The results of these studies qualify the NLR as an independent predictor of mortality in CRPC patients and support its incorporation in prognostic models to stratify patients with CRPC.
Conclusions
The high prevalence of chronic inflammation in pathological samples of prostate tissue from surgery or prostate biopsy has sustained a possible link between inflammation and PC. In cases with PC diagnosis, an association with an inflammatory status may determine a poorer prognosis, higher aggressiveness of the tumor and lower response to therapies. These aspects have been analyzed in several clinical trials; however the majority of data are retrospective rather than prospective. Specific markers of prostatic inflammation have not been significantly identified as possible prognostic predictors.

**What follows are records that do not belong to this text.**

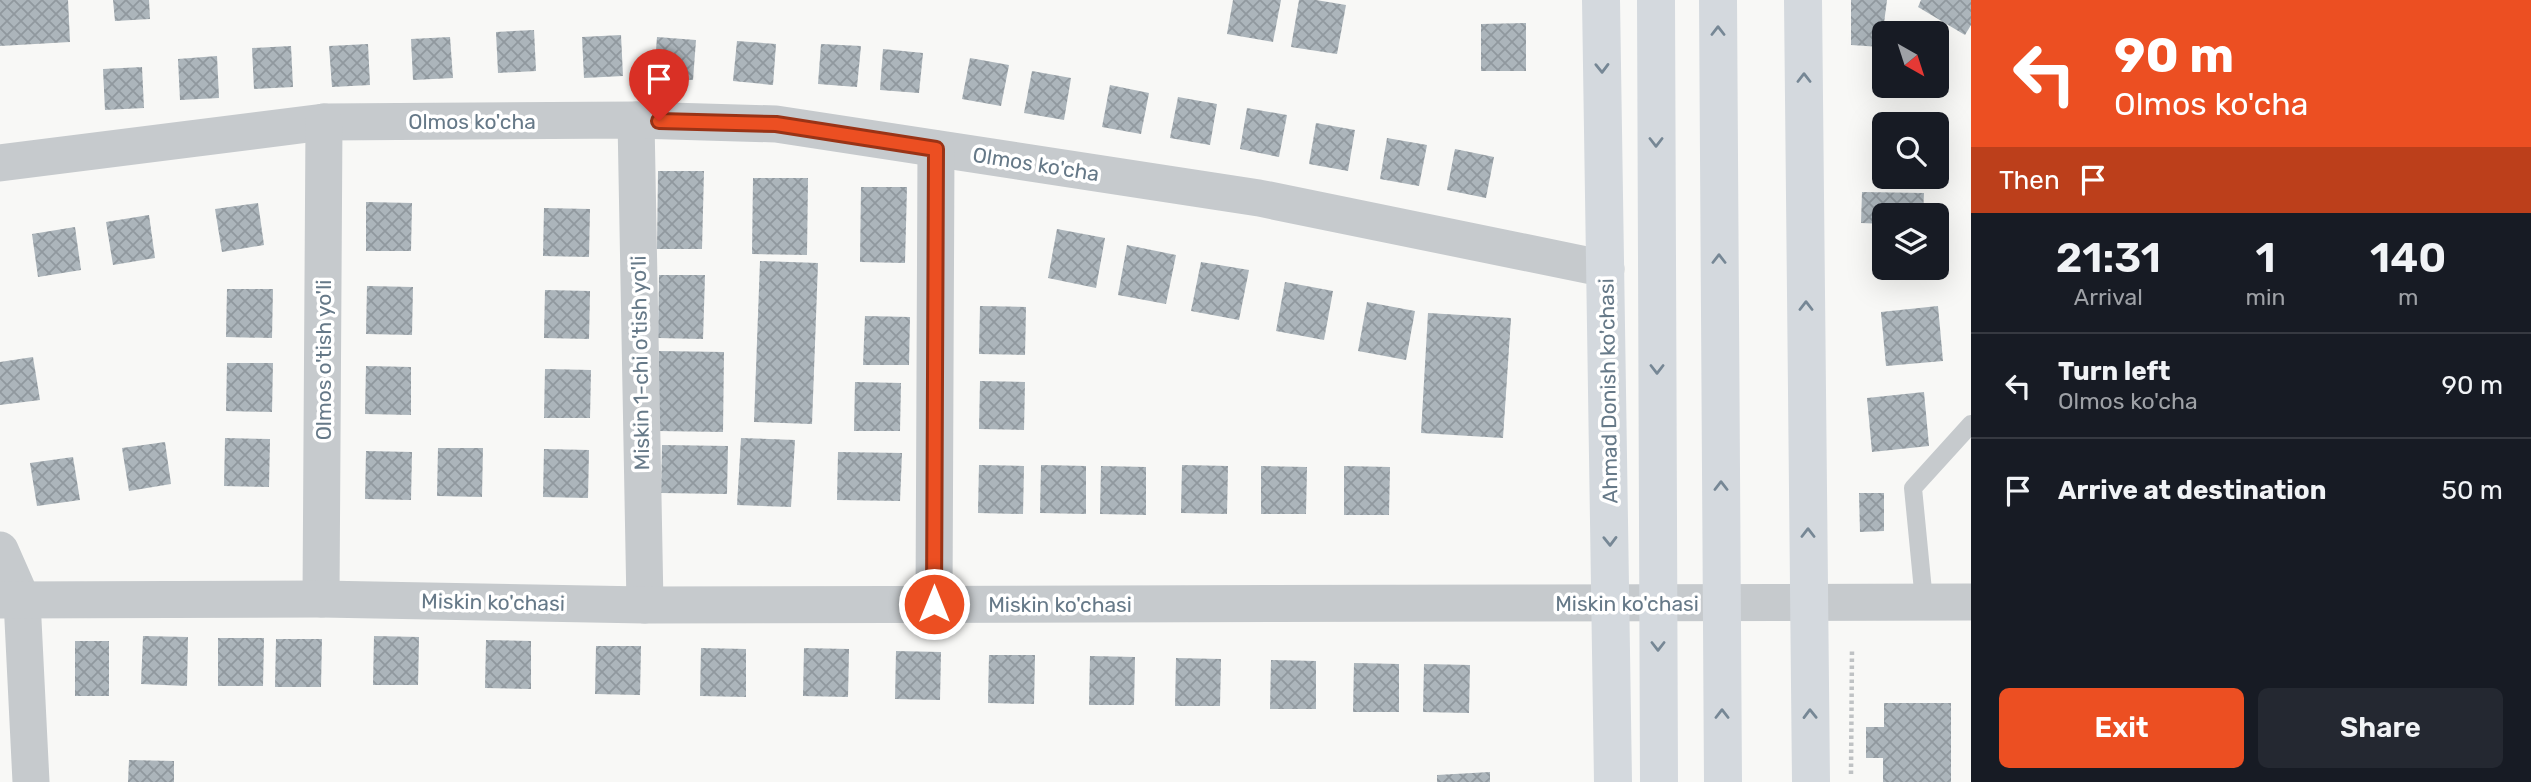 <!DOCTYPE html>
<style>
:root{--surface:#171b24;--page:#242831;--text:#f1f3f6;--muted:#9ea1a6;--line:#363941;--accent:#ec4f22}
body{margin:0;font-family:Rubik,sans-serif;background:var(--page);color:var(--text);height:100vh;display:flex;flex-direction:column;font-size:26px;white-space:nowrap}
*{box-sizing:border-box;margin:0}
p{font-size:23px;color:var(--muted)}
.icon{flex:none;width:38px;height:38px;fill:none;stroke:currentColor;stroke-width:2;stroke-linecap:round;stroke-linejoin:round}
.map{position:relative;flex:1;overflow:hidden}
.drawer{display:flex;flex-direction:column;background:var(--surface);width:560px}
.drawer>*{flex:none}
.hud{background:#ec4f22;color:#fff;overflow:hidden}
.needle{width:46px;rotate:141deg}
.tools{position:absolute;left:1872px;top:21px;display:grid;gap:14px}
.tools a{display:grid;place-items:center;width:77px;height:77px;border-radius:10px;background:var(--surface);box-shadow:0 7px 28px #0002;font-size:35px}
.pin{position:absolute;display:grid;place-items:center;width:60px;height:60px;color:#fff;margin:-72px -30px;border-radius:50% 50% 50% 0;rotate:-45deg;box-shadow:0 0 7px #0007}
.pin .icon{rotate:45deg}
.me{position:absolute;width:77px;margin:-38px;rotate:0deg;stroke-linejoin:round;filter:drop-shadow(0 0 5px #0008)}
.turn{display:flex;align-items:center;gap:24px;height:147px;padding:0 28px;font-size:32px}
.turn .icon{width:91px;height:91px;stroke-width:2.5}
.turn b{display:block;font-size:49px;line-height:60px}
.then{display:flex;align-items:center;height:66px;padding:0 28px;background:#0003;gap:14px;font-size:26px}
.eta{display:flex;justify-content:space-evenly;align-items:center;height:119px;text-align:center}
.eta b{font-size:42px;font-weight:600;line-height:49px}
.cta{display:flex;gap:14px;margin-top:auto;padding:14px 28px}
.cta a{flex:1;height:80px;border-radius:10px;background:var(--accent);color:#fff;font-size:28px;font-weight:600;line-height:80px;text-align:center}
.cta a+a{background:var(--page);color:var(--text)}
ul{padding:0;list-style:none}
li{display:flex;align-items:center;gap:21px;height:105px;padding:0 28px;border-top:2px solid var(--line)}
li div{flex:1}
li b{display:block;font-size:26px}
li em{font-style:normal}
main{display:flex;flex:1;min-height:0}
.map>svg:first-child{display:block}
</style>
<main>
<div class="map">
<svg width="1971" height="782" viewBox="0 0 1971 782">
<defs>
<pattern id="building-cross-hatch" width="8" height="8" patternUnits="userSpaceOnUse" patternTransform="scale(1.75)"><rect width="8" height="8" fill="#acb5bb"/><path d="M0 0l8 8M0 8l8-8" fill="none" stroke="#90989e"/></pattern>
</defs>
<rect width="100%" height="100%" fill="#f8f8f6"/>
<!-- building -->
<g fill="url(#building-cross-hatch)">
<polygon points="0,0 68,0 70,42 0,46"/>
<polygon points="113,0 149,0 150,19 115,21"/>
<polygon points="1233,0 1281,0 1273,42 1227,34"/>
<polygon points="1299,0 1316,0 1346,5 1337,54 1291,47"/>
<polygon points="1851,0 1887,0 1881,47 1851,45"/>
<polygon points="1921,0 1971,0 1971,25 1965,35 1918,7"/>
<polygon points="1526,23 1526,71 1481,71 1481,24"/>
<polygon points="534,30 536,71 498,73 496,32"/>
<polygon points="621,35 623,76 584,78 582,37"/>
<polygon points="450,37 453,78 413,80 411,39"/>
<polygon points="657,37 696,40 693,80 654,78"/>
<polygon points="737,41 776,44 773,85 733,81"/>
<polygon points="368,44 370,85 332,87 329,46"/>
<polygon points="821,44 861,46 857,87 818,84"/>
<polygon points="291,46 293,87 254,89 252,48"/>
<polygon points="883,49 923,53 919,93 880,90"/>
<polygon points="217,56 219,98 180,100 178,59"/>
<polygon points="970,58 1009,65 1001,106 962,99"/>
<polygon points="142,67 144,108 105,110 103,69"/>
<polygon points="1032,71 1071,78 1064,120 1024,113"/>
<polygon points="1110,85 1149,93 1141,134 1102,127"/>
<polygon points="1178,97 1217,104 1210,145 1170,138"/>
<polygon points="1247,108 1287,115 1279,157 1240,149"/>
<polygon points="1316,123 1355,130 1348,171 1309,164"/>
<polygon points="1387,138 1427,145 1419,186 1380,179"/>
<polygon points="1455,149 1494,157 1486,198 1447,190"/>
<polygon points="658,171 704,171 702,249 657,249"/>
<polygon points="753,178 808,178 807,255 752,254"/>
<polygon points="861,187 907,187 905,263 860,262"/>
<polygon points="1862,192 1924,193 1923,215 1885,215 1885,224 1861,223"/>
<polygon points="366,202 412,203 411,251 366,251"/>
<polygon points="258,203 264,245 222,252 215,209"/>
<polygon points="544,208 590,209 589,257 543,256"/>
<polygon points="149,215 155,258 113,265 106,222"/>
<polygon points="75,227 81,270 38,277 32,234"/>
<polygon points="1057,229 1105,238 1096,288 1048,278"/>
<polygon points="1127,245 1176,255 1166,304 1118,295"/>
<polygon points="760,261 818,263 812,424 754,422"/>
<polygon points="1201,262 1249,270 1239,320 1191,311"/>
<polygon points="659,275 705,275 703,339 658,338"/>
<polygon points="1285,282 1333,291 1324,340 1276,331"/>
<polygon points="367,286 413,287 412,335 366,334"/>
<polygon points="227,289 273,289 272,338 226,337"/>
<polygon points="545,290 590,291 589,339 544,338"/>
<polygon points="1367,302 1415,311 1406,360 1358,351"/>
<polygon points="980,306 1026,307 1025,355 979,354"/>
<polygon points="1938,306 1943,361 1886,366 1881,312"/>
<polygon points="1428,313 1511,318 1503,438 1421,433"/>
<polygon points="865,316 910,317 909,365 863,365"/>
<polygon points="659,351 724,352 723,432 658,431"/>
<polygon points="33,357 40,400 0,405 0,362"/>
<polygon points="227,363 273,363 272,412 226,411"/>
<polygon points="366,366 411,367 411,415 365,414"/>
<polygon points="545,369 591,370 590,418 544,418"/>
<polygon points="980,381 1025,382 1024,430 979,429"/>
<polygon points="855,382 901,383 900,431 854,431"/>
<polygon points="1924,392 1929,446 1872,452 1867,398"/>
<polygon points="225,438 270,439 269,487 224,486"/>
<polygon points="741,438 795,440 791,507 737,505"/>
<polygon points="165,442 171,484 129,491 122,448"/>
<polygon points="662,445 728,446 727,494 661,493"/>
<polygon points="438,448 483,448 482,497 437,496"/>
<polygon points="544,449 589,450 588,498 543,497"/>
<polygon points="366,451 412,452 411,500 365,499"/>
<polygon points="838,452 902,453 900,501 837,500"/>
<polygon points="73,457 80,500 37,506 30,463"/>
<polygon points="979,465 1024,466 1023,514 978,513"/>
<polygon points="1041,465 1086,466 1086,514 1040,513"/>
<polygon points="1182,465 1228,466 1227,514 1181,513"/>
<polygon points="1101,466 1146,467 1146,515 1100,514"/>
<polygon points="1261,466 1307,467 1306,514 1261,514"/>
<polygon points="1344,466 1390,467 1389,515 1344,515"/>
<polygon points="1859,493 1884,493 1884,531 1860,532"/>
<polygon points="143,636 188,637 187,686 141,684"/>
<polygon points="374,636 419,637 418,685 373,685"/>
<polygon points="218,638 264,638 263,686 218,686"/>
<polygon points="276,639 322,639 321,687 275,687"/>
<polygon points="486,640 531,641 531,689 485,688"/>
<rect x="75" y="641" width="34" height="55"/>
<polygon points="596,646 641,646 640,695 595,694"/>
<polygon points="701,648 746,649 746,697 700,696"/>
<polygon points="804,648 849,649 848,697 803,696"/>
<polygon points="896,651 941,652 940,700 895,699"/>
<polygon points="989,655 1035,655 1034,704 988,703"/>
<polygon points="1090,656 1135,657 1134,705 1089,705"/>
<polygon points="1176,658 1221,659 1220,706 1175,706"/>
<polygon points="1271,660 1316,661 1316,709 1270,709"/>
<polygon points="1354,663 1399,664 1399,712 1353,712"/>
<polygon points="1424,664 1470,665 1469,713 1423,712"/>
<polygon points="1884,703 1951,703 1951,782 1883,782 1883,758 1866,758 1866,727 1884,727"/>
<polygon points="129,760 174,761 174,782 128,782"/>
<polygon points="1490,772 1490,782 1437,782 1437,775"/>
</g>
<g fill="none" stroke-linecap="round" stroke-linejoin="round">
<!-- path -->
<polyline stroke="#bfc2c4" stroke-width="4.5" stroke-dasharray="3.5 3.5" stroke-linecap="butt" points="1851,774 1852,649"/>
<!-- lane -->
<polyline stroke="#c6cacd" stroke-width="18" points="1924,601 1913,488 1971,424"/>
<!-- street -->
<g stroke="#c6cacd" stroke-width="37">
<polyline points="636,120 645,605"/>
<polyline points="0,163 324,122 636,120 776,124 1259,198 1606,269"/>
<polyline points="0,550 22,600 31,782"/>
<polyline points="321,599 324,122"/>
<polyline points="0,600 321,599 645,605 1971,602"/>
<polyline points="934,604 936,149"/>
</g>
<!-- secondary -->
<g stroke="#d4d9de" stroke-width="38">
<polyline points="1601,0 1613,782"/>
<polyline points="1803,0 1811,782"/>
</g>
<!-- primary -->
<g stroke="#d4d9de" stroke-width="38">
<polyline points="1656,0 1659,782"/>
<polyline points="1718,0 1723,782"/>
</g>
</g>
<!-- one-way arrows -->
<defs><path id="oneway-chevron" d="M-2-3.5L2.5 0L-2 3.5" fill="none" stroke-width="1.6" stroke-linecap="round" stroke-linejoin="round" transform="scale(1.75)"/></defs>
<g stroke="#768795">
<use href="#oneway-chevron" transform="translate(1718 31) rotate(-90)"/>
<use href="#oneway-chevron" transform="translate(1602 68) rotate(89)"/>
<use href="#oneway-chevron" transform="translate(1804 78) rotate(-90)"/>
<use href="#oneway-chevron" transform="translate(1656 142) rotate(90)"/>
<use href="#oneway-chevron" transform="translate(1719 259) rotate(-90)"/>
<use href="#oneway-chevron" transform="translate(1806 306) rotate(-90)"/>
<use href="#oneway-chevron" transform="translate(1657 369) rotate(90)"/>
<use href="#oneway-chevron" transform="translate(1721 486) rotate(-90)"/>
<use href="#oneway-chevron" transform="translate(1808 533) rotate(-90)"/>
<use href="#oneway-chevron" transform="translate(1610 541) rotate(89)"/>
<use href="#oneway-chevron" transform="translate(1658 646) rotate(90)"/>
<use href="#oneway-chevron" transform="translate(1722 714) rotate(-90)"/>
<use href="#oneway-chevron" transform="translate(1810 714) rotate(-91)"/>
</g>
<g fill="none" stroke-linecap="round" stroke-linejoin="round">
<defs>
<polyline id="route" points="659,121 776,124 936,149 934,604"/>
</defs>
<!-- route casing -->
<use href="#route" stroke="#993316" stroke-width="18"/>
<!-- route -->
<use href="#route" stroke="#ec4f22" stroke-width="12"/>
</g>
<g text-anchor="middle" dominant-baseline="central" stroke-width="7" stroke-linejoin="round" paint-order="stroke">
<!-- street labels -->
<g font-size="21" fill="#667988" stroke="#fff">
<text x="472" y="121">Olmos ko'cha</text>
<text transform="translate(1036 164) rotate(9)">Olmos ko'cha</text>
<text transform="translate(323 360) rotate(-90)">Olmos o'tish yo'li</text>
<text transform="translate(640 363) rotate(-91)">Miskin 1-chi o'tish yo'li</text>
<text transform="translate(1608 391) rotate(-91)">Ahmad Donish ko'chasi</text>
<text transform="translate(493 602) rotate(1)">Miskin ko'chasi</text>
<text x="1627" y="603">Miskin ko'chasi</text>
<text x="1060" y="604">Miskin ko'chasi</text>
</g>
</g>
</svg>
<div class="tools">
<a><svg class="needle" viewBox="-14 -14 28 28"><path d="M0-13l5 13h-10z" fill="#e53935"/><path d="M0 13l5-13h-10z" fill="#9ea1a6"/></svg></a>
<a><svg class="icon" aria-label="search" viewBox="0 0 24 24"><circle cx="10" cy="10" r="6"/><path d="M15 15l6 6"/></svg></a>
<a><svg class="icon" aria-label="layers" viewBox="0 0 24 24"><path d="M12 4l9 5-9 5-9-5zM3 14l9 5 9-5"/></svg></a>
</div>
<div class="pin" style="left:659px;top:121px;background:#d93025"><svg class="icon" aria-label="arrive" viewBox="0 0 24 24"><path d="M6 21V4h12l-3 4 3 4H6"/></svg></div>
<svg class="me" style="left:934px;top:604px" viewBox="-20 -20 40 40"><circle r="17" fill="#ec4f22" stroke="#fff" stroke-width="3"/><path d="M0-11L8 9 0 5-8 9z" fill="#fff"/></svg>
</div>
<section class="drawer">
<div class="hud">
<div class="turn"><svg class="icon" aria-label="left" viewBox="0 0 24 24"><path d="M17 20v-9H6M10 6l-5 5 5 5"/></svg><div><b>90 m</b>Olmos ko'cha</div></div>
<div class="then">Then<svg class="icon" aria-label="arrive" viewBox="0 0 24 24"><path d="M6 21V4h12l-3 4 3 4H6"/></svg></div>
</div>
<div class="eta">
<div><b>21:31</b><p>Arrival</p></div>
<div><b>1</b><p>min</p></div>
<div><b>140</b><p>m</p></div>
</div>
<ul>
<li><svg class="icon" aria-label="left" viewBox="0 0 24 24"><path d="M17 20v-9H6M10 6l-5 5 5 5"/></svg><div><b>Turn left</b><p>Olmos ko'cha</p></div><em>90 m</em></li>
<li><svg class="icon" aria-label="arrive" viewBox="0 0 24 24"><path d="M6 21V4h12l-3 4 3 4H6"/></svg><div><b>Arrive at destination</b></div><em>50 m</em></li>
</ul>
<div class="cta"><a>Exit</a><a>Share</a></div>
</section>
</main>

On the contrary, most of data are focused on markers of systemic inflammation. in particular NLR and CRP, that can be easily obtained from the serum. Based on multivariate analysis they resulted independent significant predictors of clinical response to radiotherapy in localized and locally advanced PC or chemotherapy in CRPC cases, also after adjustment for the other clinical parameters. The suggestion is that these inflammatory parameters, also if not specific for prostatic inflammation and possibly influenced by several factors other than PC, can integrate with established prognostic factors. Validated prognostic algorithms including NLR or CRP have been proposed in particular for CRPC cases but prospective clinical trials should confirm these positive data.